Scanning Tunneling Microscopy in high vectorial magnetic fields

This paper presents a newly designed, compact Scanning Tunneling Microscope mounted on a rotatable platform that enables high-precision measurements of electronic density of states under vectorial magnetic fields in arbitrary directions, overcoming the directional limitations of conventional STM setups.
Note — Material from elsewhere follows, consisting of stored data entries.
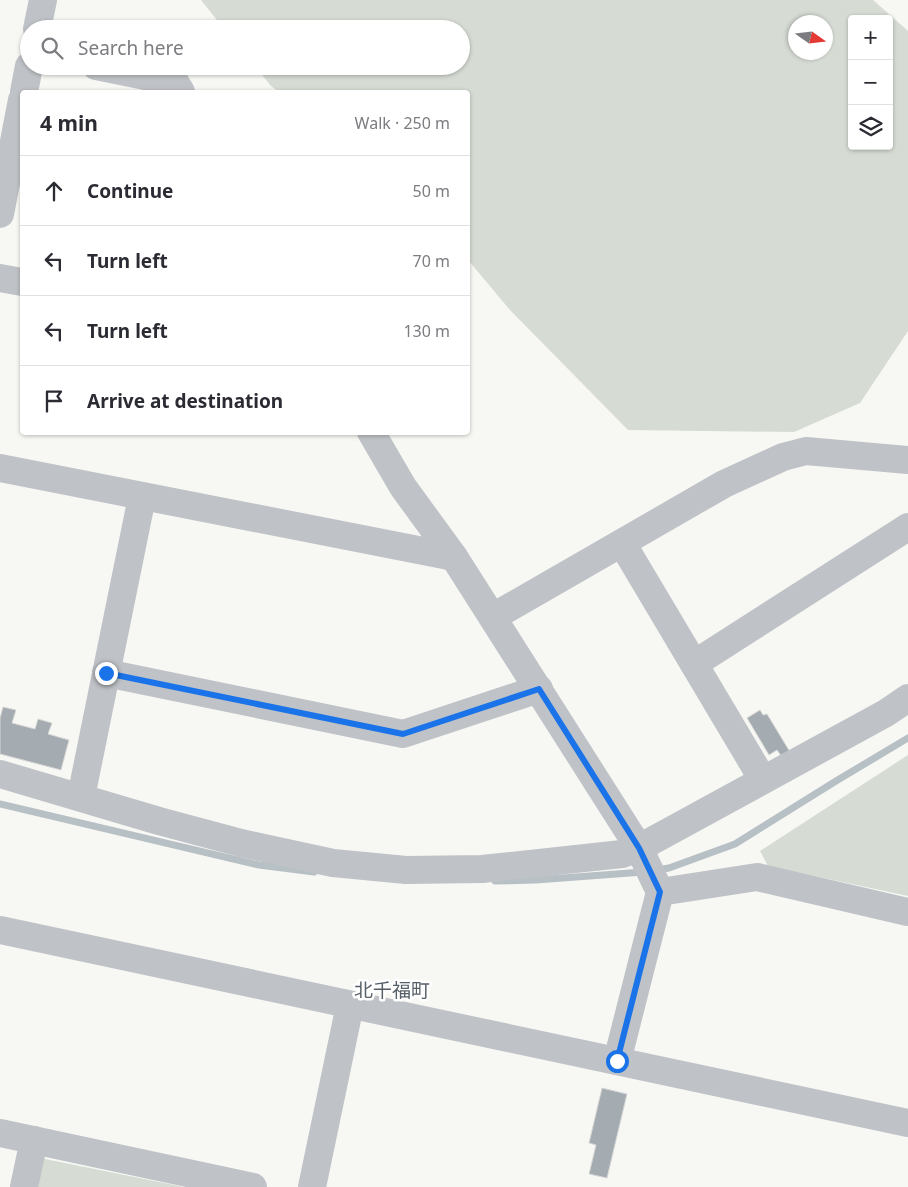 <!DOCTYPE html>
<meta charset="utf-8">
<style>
body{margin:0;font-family:"Noto Sans","Noto Sans JP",sans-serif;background:#f7f7f7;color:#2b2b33}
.controls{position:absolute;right:15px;top:15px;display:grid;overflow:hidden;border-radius:5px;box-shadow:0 1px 4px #0004}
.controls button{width:45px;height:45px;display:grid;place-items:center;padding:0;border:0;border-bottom:1px solid #e1e1e2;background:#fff;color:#2b2b33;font:25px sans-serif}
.compass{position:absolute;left:788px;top:15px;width:45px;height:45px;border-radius:50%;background:#fff;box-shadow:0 1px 4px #0004;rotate:104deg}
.stop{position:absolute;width:15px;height:15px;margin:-11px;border:4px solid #1a73e8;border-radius:50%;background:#fff}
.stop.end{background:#1a73e8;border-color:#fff;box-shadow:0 1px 5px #0008}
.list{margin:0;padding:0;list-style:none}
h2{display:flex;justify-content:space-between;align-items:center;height:65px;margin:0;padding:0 20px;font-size:21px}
h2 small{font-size:16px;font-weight:400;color:#7c7c81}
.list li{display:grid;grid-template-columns:32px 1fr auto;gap:15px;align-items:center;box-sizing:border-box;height:70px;padding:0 20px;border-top:1px solid #e1e1e2}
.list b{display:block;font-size:19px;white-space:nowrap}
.list em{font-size:16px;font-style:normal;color:#7c7c81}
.icon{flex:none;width:28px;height:28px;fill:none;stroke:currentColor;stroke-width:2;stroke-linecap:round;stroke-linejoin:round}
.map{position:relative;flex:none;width:908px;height:1187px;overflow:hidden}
.search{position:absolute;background:#fff;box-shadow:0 1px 4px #0004;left:20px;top:20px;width:450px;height:55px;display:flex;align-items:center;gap:12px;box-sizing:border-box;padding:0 18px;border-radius:28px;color:#7c7c81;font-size:19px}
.panel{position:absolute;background:#fff;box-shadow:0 1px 4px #0004;left:20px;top:90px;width:450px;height:345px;border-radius:5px}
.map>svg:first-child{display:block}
.green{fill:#d6dbd4;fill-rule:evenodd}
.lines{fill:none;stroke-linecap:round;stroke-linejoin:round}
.stream{stroke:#b7c0c5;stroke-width:7}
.building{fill:#a4abb1;stroke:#d8d9d7}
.minor{stroke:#bfc2c6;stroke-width:28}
.route{stroke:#1a73e8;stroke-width:6}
.labels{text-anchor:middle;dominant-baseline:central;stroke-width:5;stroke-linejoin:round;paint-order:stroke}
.quarter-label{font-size:19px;fill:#565f68;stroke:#fff}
</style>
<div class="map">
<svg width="908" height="1187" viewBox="0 0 908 1187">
<rect width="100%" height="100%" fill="#f7f7f4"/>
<g class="green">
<path d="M201,0H873L908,31V331L860,403L794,432L628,430L510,310L468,260V92H279L271,86L255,66H461V29H224ZM852,19H889V146H852ZM826,22V52H796V22Z"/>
<polygon points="908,755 908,896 768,866 760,851"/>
<polygon points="40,1158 184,1187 34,1187"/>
</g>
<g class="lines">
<g class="stream">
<polyline points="0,804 259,865 314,872"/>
<polyline points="657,870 669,868 735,844 836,781 908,738"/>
<polyline points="495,881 536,880 643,872"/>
</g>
</g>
<g class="building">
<polygon points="3,707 16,710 12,723 35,729 38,719 52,723 48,734 69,740 61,770 0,754 0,718"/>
<polygon points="760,710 763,715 767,714 790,752 782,757 777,750 769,755 747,718"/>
<polygon points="602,1088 627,1094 607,1178 589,1174 596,1145 589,1143"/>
</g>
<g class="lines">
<g class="minor">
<polyline points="37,29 43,0"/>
<polyline points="96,66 175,82 181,92"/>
<polyline points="24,92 29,66"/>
<polyline points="0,214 22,100"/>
<polyline points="0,278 22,282"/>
<polyline points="371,432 403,487 454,557 639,848 660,892 617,1061"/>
<polyline points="0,468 454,557"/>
<polyline points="622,543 763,780"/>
<polyline points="493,617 724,484 783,457 806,451 908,460"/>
<polyline points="694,664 908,527"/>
<polyline points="106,673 403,734 539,689"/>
<polyline points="0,774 159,821 241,843 333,863 406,870 482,869 622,854 639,848 886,713 908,698"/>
<polyline points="81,797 142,497"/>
<polyline points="660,892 757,877 908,912"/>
<polyline points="0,930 908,1123"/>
<polyline points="0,1133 253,1187"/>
<polyline points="24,1187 34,1140"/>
<polyline points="312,1187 350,1005"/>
</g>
</g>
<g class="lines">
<polyline class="route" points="106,673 403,734 539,689 639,848 660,892 617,1061"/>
</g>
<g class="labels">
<g class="quarter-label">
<text x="392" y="990">北千福町</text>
</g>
</g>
</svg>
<div class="controls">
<button>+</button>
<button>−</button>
<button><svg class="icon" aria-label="layers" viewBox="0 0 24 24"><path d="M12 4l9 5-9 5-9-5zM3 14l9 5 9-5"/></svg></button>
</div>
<svg class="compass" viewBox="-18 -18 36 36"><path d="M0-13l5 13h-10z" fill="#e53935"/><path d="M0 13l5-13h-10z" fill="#7c7c81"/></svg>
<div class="stop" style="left:617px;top:1061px"></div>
<div class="stop end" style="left:106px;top:673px"></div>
<div class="search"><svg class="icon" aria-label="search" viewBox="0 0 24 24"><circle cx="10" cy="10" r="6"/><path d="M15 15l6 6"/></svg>Search here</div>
<section class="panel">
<h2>4 min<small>Walk · 250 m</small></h2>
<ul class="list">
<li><svg class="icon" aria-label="ahead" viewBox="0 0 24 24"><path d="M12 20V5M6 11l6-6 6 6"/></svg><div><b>Continue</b></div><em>50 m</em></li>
<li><svg class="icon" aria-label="left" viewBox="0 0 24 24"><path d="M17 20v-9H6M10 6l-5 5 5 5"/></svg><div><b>Turn left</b></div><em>70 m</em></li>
<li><svg class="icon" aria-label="left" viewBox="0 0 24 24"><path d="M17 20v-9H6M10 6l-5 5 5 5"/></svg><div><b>Turn left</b></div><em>130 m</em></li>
<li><svg class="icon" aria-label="arrive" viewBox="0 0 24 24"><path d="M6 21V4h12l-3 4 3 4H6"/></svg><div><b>Arrive at destination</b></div></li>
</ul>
</section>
</div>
Original authors: Jaime Rumeu Ozores, Miguel Águeda Velasco, Edwin Herrera, Pablo García Talavera, Jose D. Bermúdez-Pérez, José A. Moreno, Paula Obladen, Rafael Álvarez Montoya, José Navarrete, Juan Ramón Marijuan, Jos
Published 2026-03-03
📖 3 min read☕ Coffee break read

This is an AI-generated explanation of the paper below. It is not written or endorsed by the authors. For technical accuracy, refer to the original paper. Read full disclaimer

Imagine you are trying to take a photograph of a tiny, intricate snowflake using a super-powered microscope. Usually, you can only take the picture with the light shining straight down from above. But what if the snowflake's secrets only reveal themselves when the light hits it from the side, or at a weird angle?

That is the problem scientists faced with Scanning Tunneling Microscopes (STMs). These are incredibly powerful tools that can see individual atoms. However, when scientists wanted to study how materials behave under strong magnetic fields (like those inside giant magnets), they were stuck. The magnets usually only let the magnetic field point straight down. If they wanted to tilt the field to see how the atoms reacted from a different angle, the bulky microscope wouldn't fit, or it would shake too much to take a clear picture.

The Solution: A Tiny, Rotating Spy

The team in this paper built a solution that is like a spy camera on a rotating tripod.

  1. The "Mini-Microscope": Standard microscopes are big and heavy, like a large desktop computer. This team shrunk their microscope down to the size of a large cookie (about 1.5 inches wide). Because it's so small and light, it can fit inside a very tight space.
  2. The "Rotating Stage": They placed this tiny microscope on a special spinning platform. Think of it like a lazy Susan (a rotating tray) inside a jar.
  3. The "String Pull": How do you spin something inside a frozen, vacuum-sealed jar without touching it? They used a clever trick: a thin steel wire connected to a gear outside. By turning a knob at room temperature, they pull the wire, which spins the platform inside the cold magnet. It's like pulling a string to rotate a toy inside a box.

Why Does This Matter?

Magnetic fields are like invisible arrows; they have a strength and a direction. Many exotic materials (like superconductors that conduct electricity with zero resistance) act differently depending on which way the magnetic arrow points.

  • Before: Scientists could only look at the material with the arrow pointing straight down. It was like trying to understand a 3D object by only looking at its shadow from one angle.
  • Now: With this new setup, they can spin the microscope (and the sample) to any angle while keeping the magnetic field steady. They can see how the "atomic dance" changes as the magnetic arrow tilts.

The Proof: It Works!

To prove their new gadget didn't shake too much or lose its precision, they did two tests:

  1. The "Atomic Lego" Test: They tried to connect two gold atoms together to make a tiny wire. They did this thousands of times while spinning the setup. The result? The connection was just as perfect and stable as if the machine hadn't moved at all.
  2. The "Vortex Dance" Test: They looked at a superconducting material called 2H-NbSe2. Inside this material, magnetic fields create tiny whirlpools called "vortices." When the magnetic field is tilted, these whirlpools stretch and twist. Using their rotating microscope, they watched these vortices change shape in real-time, confirming that their machine could capture these delicate movements without blurring the image.

The Big Picture

This new tool is like giving scientists a 360-degree view of the quantum world. It opens the door to studying "quantum materials" that might one day power faster computers, more efficient energy grids, or new types of sensors. By shrinking the microscope and adding a spin, they've unlocked a new way to see how the universe works at its smallest scale.